REQUIREMENT:
Could you set down the lines from the first line of the entries below through the line with "const toPath = rows", exactly and with no pictures?

DATA RECORDS:
────
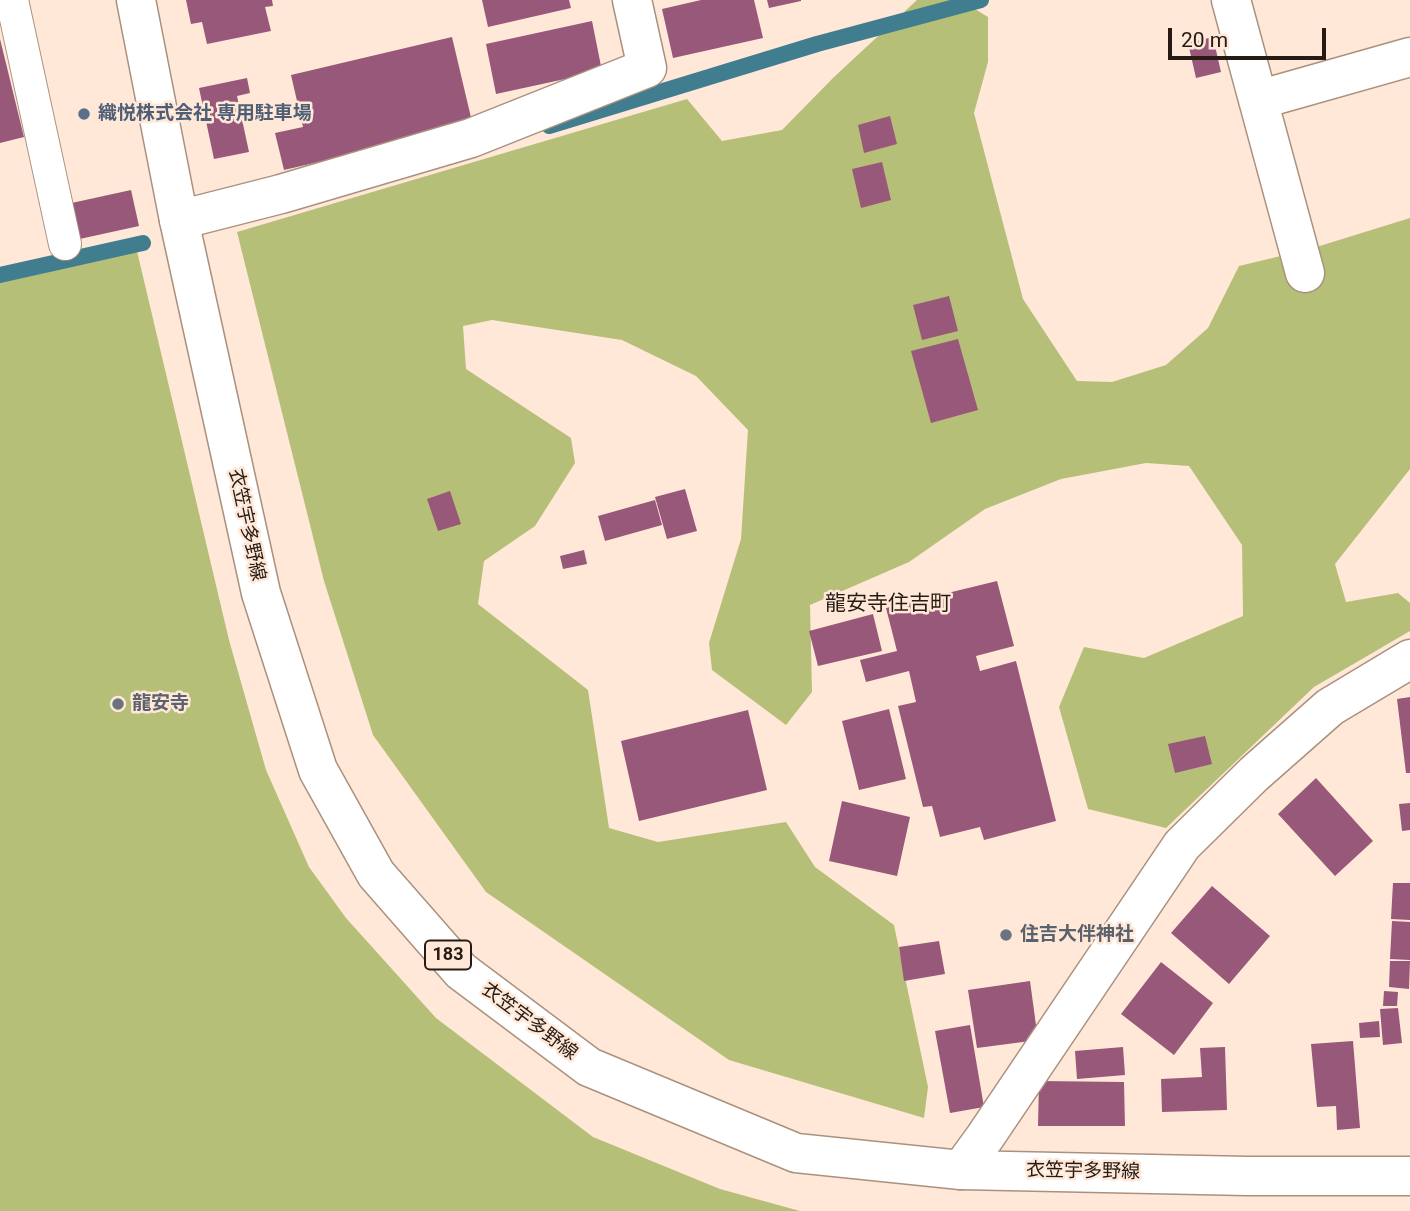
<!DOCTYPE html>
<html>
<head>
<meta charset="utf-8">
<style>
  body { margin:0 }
  #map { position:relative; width:1410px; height:1211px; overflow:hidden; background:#ffe8d8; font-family:Roboto,sans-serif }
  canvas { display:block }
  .scale { position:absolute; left:1168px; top:28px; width:158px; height:32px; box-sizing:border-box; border:4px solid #251b14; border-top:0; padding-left:9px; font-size:21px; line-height:24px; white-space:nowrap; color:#251b14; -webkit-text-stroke:5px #ffe8d8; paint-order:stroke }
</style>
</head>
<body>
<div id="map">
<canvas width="1410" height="1211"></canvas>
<div class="scale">20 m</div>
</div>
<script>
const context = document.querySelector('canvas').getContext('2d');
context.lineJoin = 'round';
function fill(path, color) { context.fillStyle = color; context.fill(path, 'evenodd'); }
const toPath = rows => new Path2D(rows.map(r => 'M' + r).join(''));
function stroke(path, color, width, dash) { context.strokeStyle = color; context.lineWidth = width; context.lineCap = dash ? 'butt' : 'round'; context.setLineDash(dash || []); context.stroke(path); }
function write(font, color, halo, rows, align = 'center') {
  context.font = font + ' Roboto,"Noto Sans JP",sans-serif'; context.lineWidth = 5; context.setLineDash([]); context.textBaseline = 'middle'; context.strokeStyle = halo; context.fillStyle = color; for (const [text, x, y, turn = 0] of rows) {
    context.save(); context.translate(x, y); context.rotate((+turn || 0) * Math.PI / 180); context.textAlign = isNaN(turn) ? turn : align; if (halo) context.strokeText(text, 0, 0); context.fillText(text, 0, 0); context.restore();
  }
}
fill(toPath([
  [917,0,960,0,988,17,988,62,974,113,1023,299,1077,381,1112,382,1166,365,1208,328,1239,266,1310,249,1410,218,1410,469,1335,564,1346,602,1398,593,1410,603,1410,631,1314,687,1166,828,1088,809,1059,707,1084,647,1144,658,1243,616,1242,545,1189,466,1146,463,1061,479,985,509,909,562,810,605,812,692,786,725,712,670,709,643,741,539,748,430,696,376,622,340,492,320,463,326,466,369,571,438,575,463,535,526,484,561,478,604,588,690,609,828,658,842,786,822,815,867,894,925,928,1087,924,1118,729,1060,486,892,373,735,324,581,237,232,687,99,722,141,782,130,834,77],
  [136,247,229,640,266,770,309,867,346,918,436,1018,593,1137,720,1189,800,1211,0,1211,0,269]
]), '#b6bf77');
stroke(toPath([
  [549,126,817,44,981,0],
  [0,275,143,243]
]), '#407d8e', 16);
fill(toPath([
  [186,0,272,0,273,6,265,7,271,31,207,44,202,22,191,24],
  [482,0,569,0,571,8,488,27],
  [701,0,754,0,763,38,673,58,662,9],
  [767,0,801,0,801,1,769,8],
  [592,21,602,71,496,94,486,44],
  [452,37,473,126,284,170,275,133,303,127,291,75],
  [1213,37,1221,72,1196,78,1188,43],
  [0,39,24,137,0,143],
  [247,78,250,93,237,96,249,152,214,159,199,88],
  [890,116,897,144,864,153,858,125],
  [882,162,891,200,861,208,852,169],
  [131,190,139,226,75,240,67,204],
  [949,296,958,331,922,340,913,305],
  [958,339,978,410,931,423,911,351],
  [685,489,697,531,667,539,655,497],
  [450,491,461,524,438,531,427,499],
  [655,500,662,525,605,541,598,516],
  [584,550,587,564,563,569,560,556],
  [997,581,1014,646,976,656,980,671,1016,661,1056,821,984,840,980,827,940,837,932,806,923,807,898,706,916,702,909,671,866,682,860,660,897,651,886,608],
  [873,614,882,651,818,666,809,631],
  [1410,697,1410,773,1406,773,1397,699],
  [889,709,906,779,859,790,842,721],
  [748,710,767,790,639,821,621,741],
  [1205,736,1212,764,1175,773,1168,744],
  [1316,778,1373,841,1335,876,1278,814],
  [842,801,910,817,897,876,829,861],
  [1410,803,1410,830,1402,831,1399,804],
  [1393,883,1410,883,1410,920,1391,919],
  [1212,886,1270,936,1229,984,1171,933],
  [1392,921,1410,922,1410,960,1390,959],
  [939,941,945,974,904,981,899,947],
  [1390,961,1410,961,1409,989,1389,987],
  [1161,962,1213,1003,1174,1055,1121,1014],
  [1030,981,1038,1040,977,1048,968,990],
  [1384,991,1398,992,1397,1006,1383,1006],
  [1398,1008,1402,1043,1383,1045,1380,1009],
  [1379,1021,1380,1037,1360,1038,1359,1023],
  [970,1025,984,1107,950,1113,935,1031],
  [1353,1041,1360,1128,1337,1130,1336,1106,1317,1107,1311,1044],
  [1123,1047,1125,1075,1077,1079,1075,1051],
  [1225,1047,1227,1110,1162,1112,1161,1079,1202,1077,1200,1048],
  [1039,1081,1124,1082,1125,1126,1038,1126]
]), '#985879');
const lane = toPath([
  [12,0,65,244]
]);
const street = toPath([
  [1231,0,1305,273],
  [1258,100,1410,57],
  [179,220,281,194,471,138,647,68,632,0],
  [961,1170,985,1137,1182,845,1254,774,1330,707,1410,659]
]);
const primary = toPath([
  [136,0,179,220,261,593,318,770,376,874,461,971,589,1067,796,1153,961,1170,1247,1176,1410,1176]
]);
stroke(lane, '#aa917e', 34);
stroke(street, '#aa917e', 41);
stroke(primary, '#aa917e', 41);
stroke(lane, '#fff', 32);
stroke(street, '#fff', 38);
stroke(primary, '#fff', 38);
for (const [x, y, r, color] of [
  [84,114,7,"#5c6f8a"],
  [118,704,7,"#6b7280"],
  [1006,935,7,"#6b7280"]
]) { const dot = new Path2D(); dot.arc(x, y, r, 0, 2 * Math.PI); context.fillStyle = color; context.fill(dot); stroke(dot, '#ffe8d8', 2.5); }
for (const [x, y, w] of [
  [448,955,46]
]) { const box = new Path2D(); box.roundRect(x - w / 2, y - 14.5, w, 29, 5); context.fillStyle = '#ffe8d8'; context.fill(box); stroke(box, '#251b14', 2); }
write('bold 18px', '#251b14', null, [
  ["183",448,955]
]);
write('bold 19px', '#4e5e75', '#ffe8d8', [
  ["織悦株式会社 専用駐車場",98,114]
], 'left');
write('19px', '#251b14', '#ffe8d8', [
  ["衣笠宇多野線",246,525,78],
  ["衣笠宇多野線",529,1022,37],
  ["衣笠宇多野線",1083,1172,1]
]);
write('bold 19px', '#5b616d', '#ffe8d8', [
  ["龍安寺",132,704],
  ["住吉大伴神社",1020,935]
], 'left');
write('21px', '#251b14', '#ffe8d8', [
  ["龍安寺住吉町",888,605]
]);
</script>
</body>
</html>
────
SOLVED PROBLEM:
<!DOCTYPE html>
<html>
<head>
<meta charset="utf-8">
<style>
  body { margin:0 }
  #map { position:relative; width:1410px; height:1211px; overflow:hidden; background:#ffe8d8; font-family:Roboto,sans-serif }
  canvas { display:block }
  .scale { position:absolute; left:1168px; top:28px; width:158px; height:32px; box-sizing:border-box; border:4px solid #251b14; border-top:0; padding-left:9px; font-size:21px; line-height:24px; white-space:nowrap; color:#251b14; -webkit-text-stroke:5px #ffe8d8; paint-order:stroke }
</style>
</head>
<body>
<div id="map">
<canvas width="1410" height="1211"></canvas>
<div class="scale">20 m</div>
</div>
<script>
const context = document.querySelector('canvas').getContext('2d');
context.lineJoin = 'round';
function fill(path, color) { context.fillStyle = color; context.fill(path, 'evenodd'); }
const toPath = rows => new Path2D(rows.map(r => 'M' + r).join(''));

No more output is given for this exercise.